Comme l’avait demandé Veolia, qui avait racheté début octobre un premier bloc d’actions Suez, le tribunal a considéré que la consultation réclamée par les CSE de Suez ne pouvait être qu’à l’initiative de l’actionnaire de contrôle. Ce que la société d’Antoine Frérot n’est pas – encore – avec 29,9 % du capital de Suez acquis auprès d’Engie.

Suspension en novembre

Un jugement du tribunal de Paris, confirmé en appel le 19 novembre, avait suspendu ce rachat, ainsi que l’offre publique d’achat (OPA) que Veolia entendait lancer sur les 70,1 % du capital restants, en estimant qu’une procédure d’information-consultation préalable auprès des salariés devait être menée à bien.

Depuis des mois, Suez se démène en effet pour trouver comment éviter d’être racheté par son concurrent, qui a abattu ses cartes fin août alors qu’un mois plus tôt Engie s’était dit « ouvert » à la cession de ses parts dans Suez. Mi-janvier, Suez a ainsi annoncé avoir obtenu une offre des fonds français Ardian et américain GIP, pour parvenir à une « solution amicale » avec Veolia, qui a immédiatement envoyé une fin de non-recevoir.

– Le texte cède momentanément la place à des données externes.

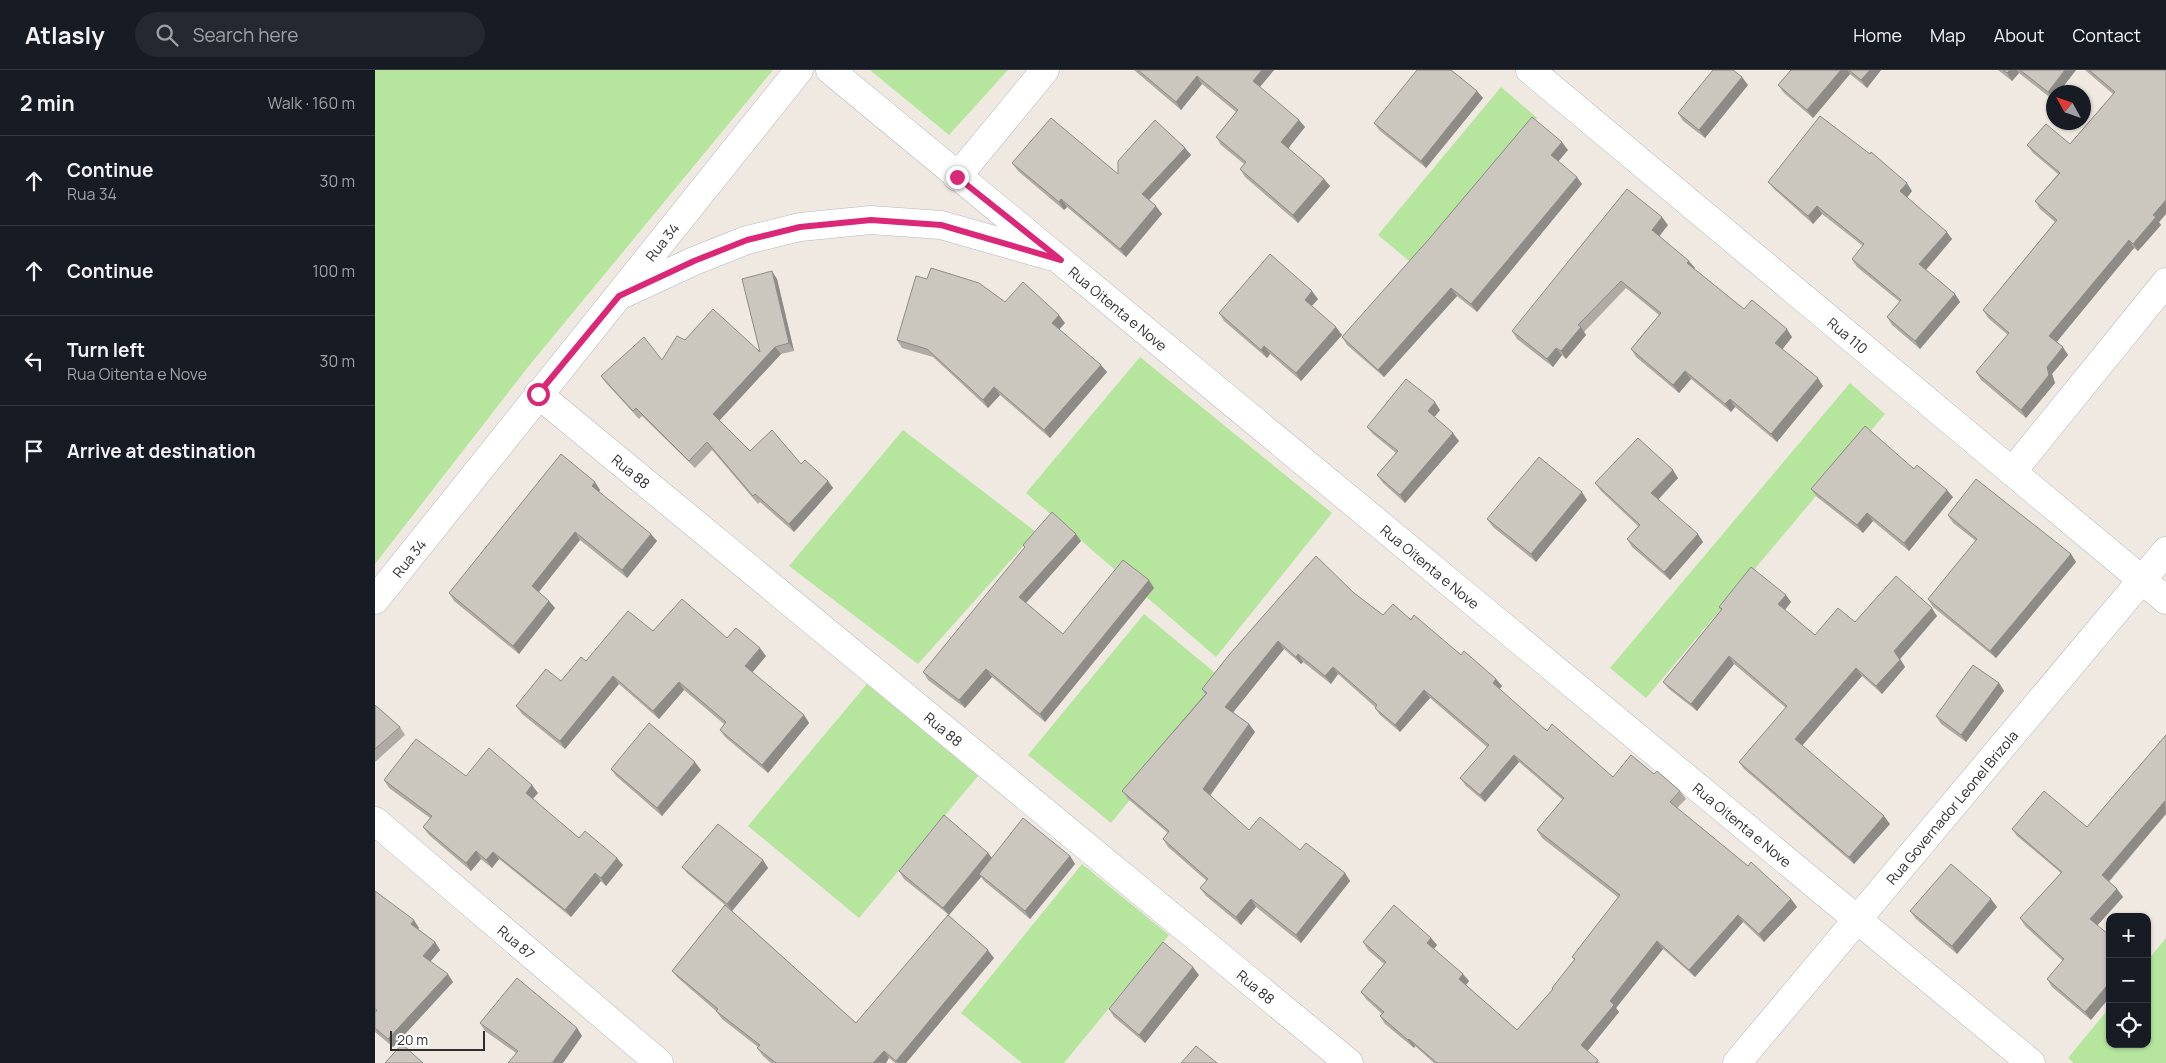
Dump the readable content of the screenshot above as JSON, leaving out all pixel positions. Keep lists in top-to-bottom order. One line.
{"streets":{"street":["Rua 34","Rua Oitenta e Nove","Rua 110","Rua 88","Rua Governador Leonel Brizola","Rua 87"]},"crossings":[["Rua 34","Rua 88"],["Rua Oitenta e Nove","Rua Governador Leonel Brizola"],["Rua 110","Rua Governador Leonel Brizola"]],"scale_bar":"20 m","north":"top left","page":{"header":"Atlasly","search":"Search here","nav":["Home","Map","About","Contact"],"heading":["2 min","Walk · 160 m"],"list":[["Continue","Rua 34","30 m"],["Continue","100 m"],["Turn left","Rua Oitenta e Nove","30 m"],"Arrive at destination"],"map_buttons":["+","−"],"scale":"20 m"}}
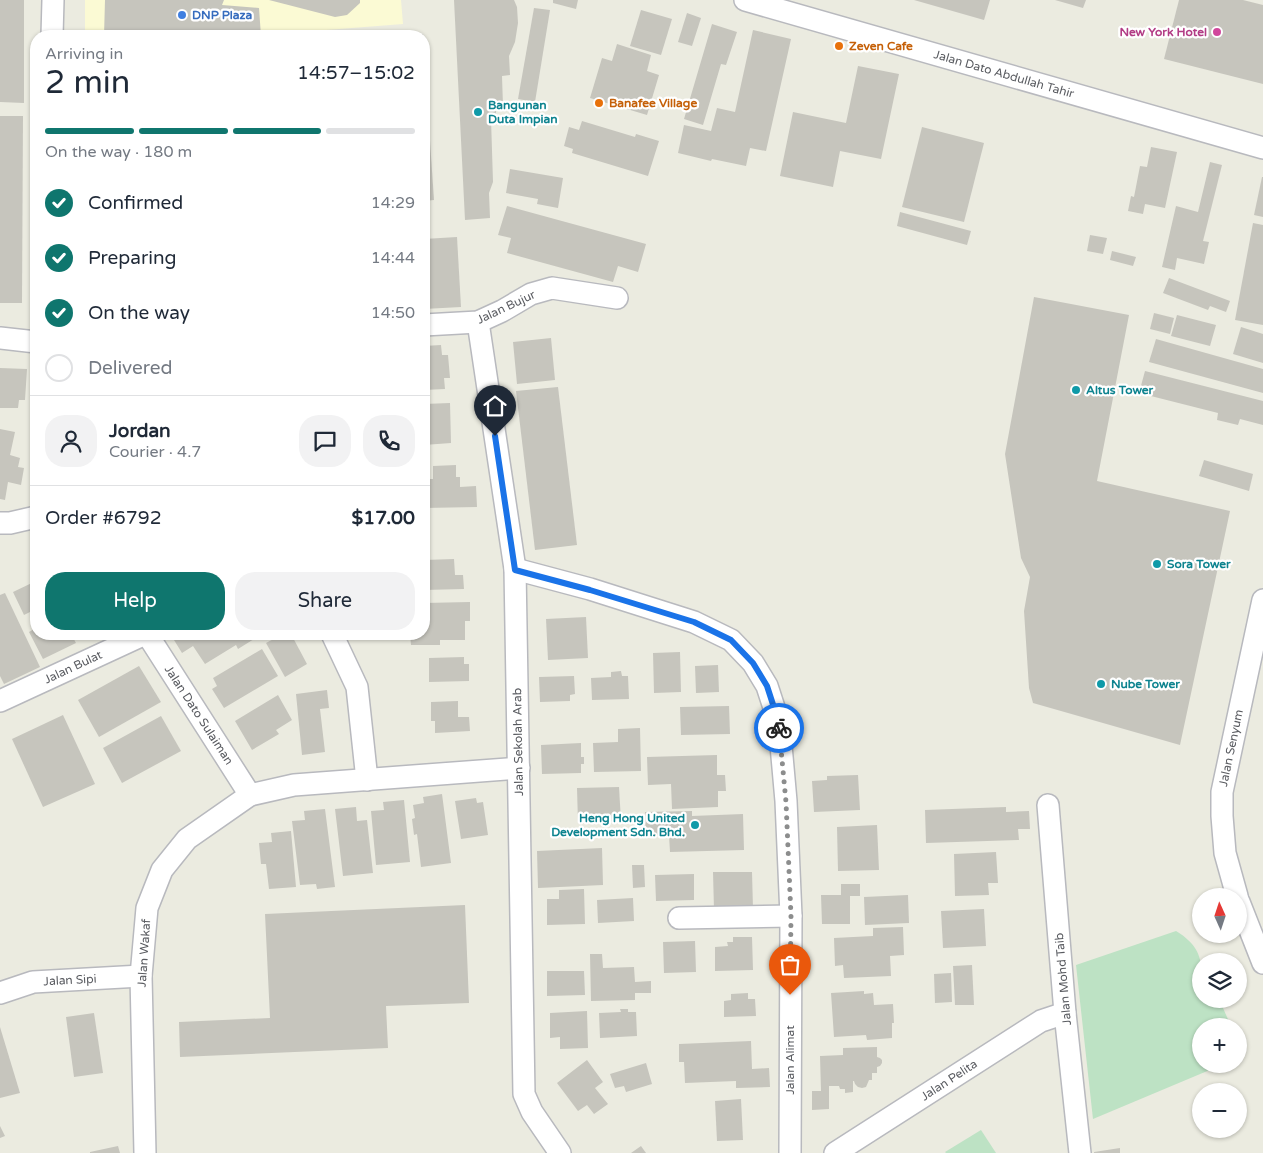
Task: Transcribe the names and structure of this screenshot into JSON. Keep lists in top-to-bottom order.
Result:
{
  "streets": {
    "street": [
      "Jalan Dato Abdullah Tahir",
      "Jalan Bujur",
      "Jalan Bulat",
      "Jalan Dato Sulaiman",
      "Jalan Sekolah Arab",
      "Jalan Senyum",
      "Jalan Wakaf",
      "Jalan Mohd Taib",
      "Jalan Sipi",
      "Jalan Alimat",
      "Jalan Pelita"
    ]
  },
  "crossings": [
    ["Jalan Bujur", "Jalan Sekolah Arab"],
    ["Jalan Dato Sulaiman", "Jalan Wakaf"],
    ["Jalan Sekolah Arab", "Jalan Wakaf"],
    ["Jalan Sekolah Arab", "Jalan Alimat"],
    ["Jalan Wakaf", "Jalan Sipi"],
    ["Jalan Mohd Taib", "Jalan Pelita"]
  ],
  "places": [
    "DNP Plaza",
    "New York Hotel",
    "Zeven Cafe",
    "Banafee Village",
    "Bangunan Duta Impian",
    "Altus Tower",
    "Sora Tower",
    "Nube Tower",
    "Heng Hong United Development Sdn. Bhd."
  ],
  "north": "top",
  "page": {
    "heading": ["2 min", "Arriving in", "14:57–15:02"],
    "panel": [
      "Jordan",
      "Courier · 4.7",
      "Order #6792",
      "$17.00"
    ],
    "bar": "On the way · 180 m",
    "list": [
      ["Confirmed", "14:29"],
      ["Preparing", "14:44"],
      ["On the way", "14:50"],
      "Delivered"
    ],
    "buttons": ["Help", "Share"],
    "map_buttons": ["+", "−"]
  }
}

Cette offre vise à garantir la pérennité des deux géants français de l’eau et des déchets en proposant une porte de sortie à Veolia, auquel il serait proposé de racheter 18 euros pièce ses titres Suez, c’est-à-dire le même prix que celui payé à Engie. « Le conseil d’administration m’avait demandé de travailler sur des solutions alternatives et de chercher d’autres investisseurs. C’est chose faite, avec ce consortium qui est prêt à accompagner Suez », a défendu le directeur général de Suez, Bertrand Camus. Antoine Frérot a toutefois répété à de nombreuses reprises qu’il refusait de vendre sa participation.

L’Etat prend ses distances

Ce plan B, que Suez a mis plusieurs mois à faire émerger, présente l’avantage « d’assurer la préservation de l’emploi, le maintien d’une concurrence indispensable, notamment en France », selon Bertrand Camus. L’État, passé son soutien initial au projet de rachat par Veolia, a en effet pris ses distances.

Pour répondre aux lois anti-trust, Veolia prévoit en effet de céder Suez Eau France, cœur de son histoire, au fonds Meridiam. Un projet qui inquiète les salariés de Suez et qui est vivement dénoncé par la direction du groupe. « On a trébuché sur un petit caillou, mais on n’a pas été condamnés à être racheté par Veolia. Il y a d’autres procédures en cours », se projette désormais Franck Reinhold von Essen (CGT), le secrétaire du CEE de Suez.